While other political parties have been scrambling to impress voters with their climate proposals, from EU-wide taxes on carbon emissions to boosting spending on environmental initiatives, the Sweden Democrats, which was the only Swedish party to vote against ratifying the Paris Agreement in 2015, has been promising price cuts on petrol.

“They have such low climate priorities, it’s bordering on total ignorance,” said Lindahl. “It would be devastating if the Sweden Democrats had any influence on Swedish climate policy.”

Slowed, but still strong

Prior to the wildfires, the surging fortunes of the Sweden Democrats, on the back of its hardline messaging on crime and immigration, had largely defined the campaign.

Sweden Democrats party leader Jimmie Akesson gives a speech in Landskrona, Sweden, August 31, 2018. TT News Agency/Johan Nilsson/via REUTERS.

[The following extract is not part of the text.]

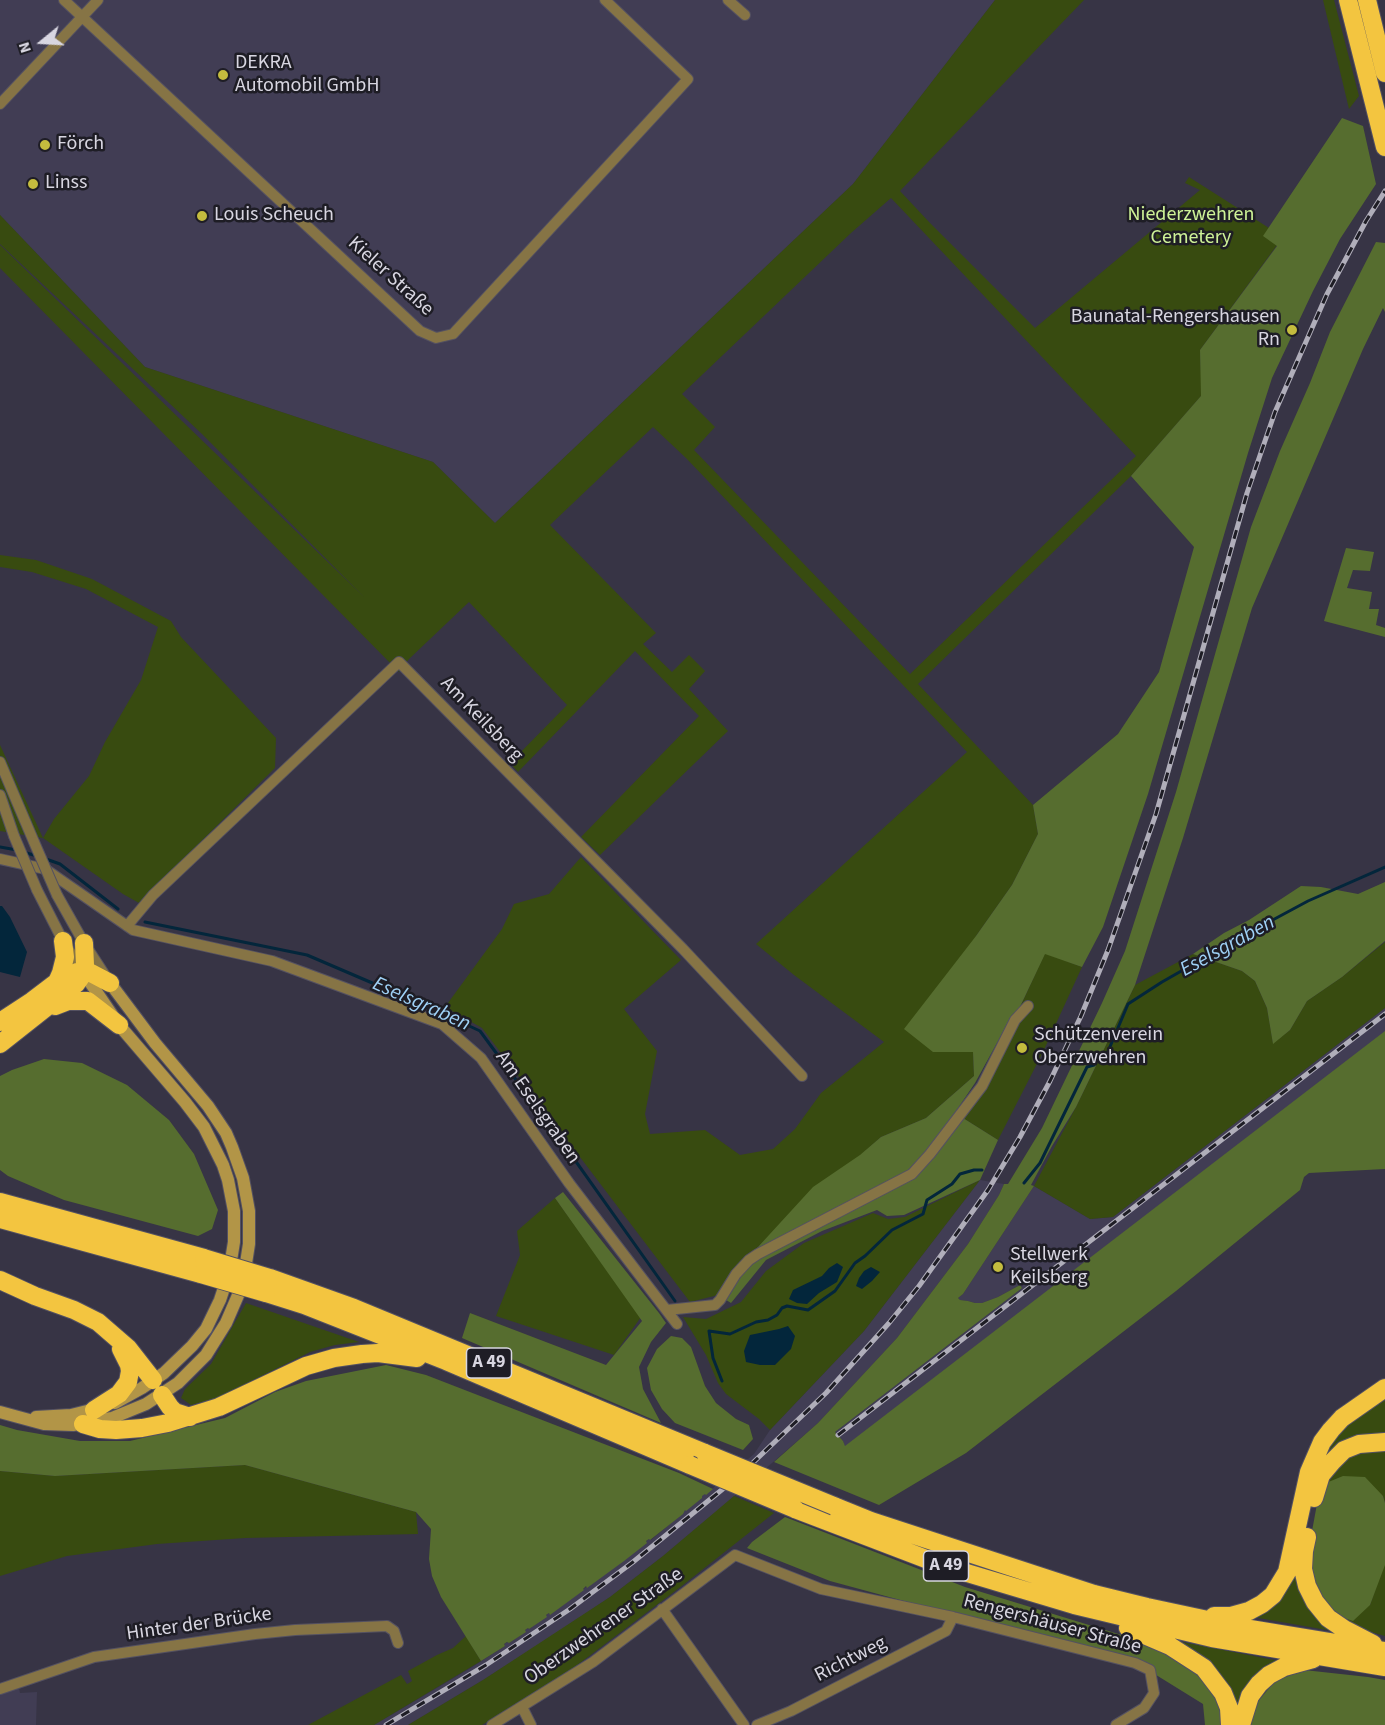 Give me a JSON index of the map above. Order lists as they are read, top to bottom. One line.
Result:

Enjoying its highest ever levels of support, the party — which did not respond to questions from VICE News — was polling first-equal with the center-left Social Democrats in mid-July. Speculation had turned to whether they could even overtake Prime Minister Stefan Löfven’s party, which, like so many other social democratic movements in Europe, was struggling to respond to the populist juggernaut.

To do so would be an extraordinary development for the Sweden Democrats, a previously marginal player in Swedish politics, with roots in neo-Nazism and fascism, which has been ostracized by other parties since it first crossed the 4 percent threshold for parliamentary seats in 2010.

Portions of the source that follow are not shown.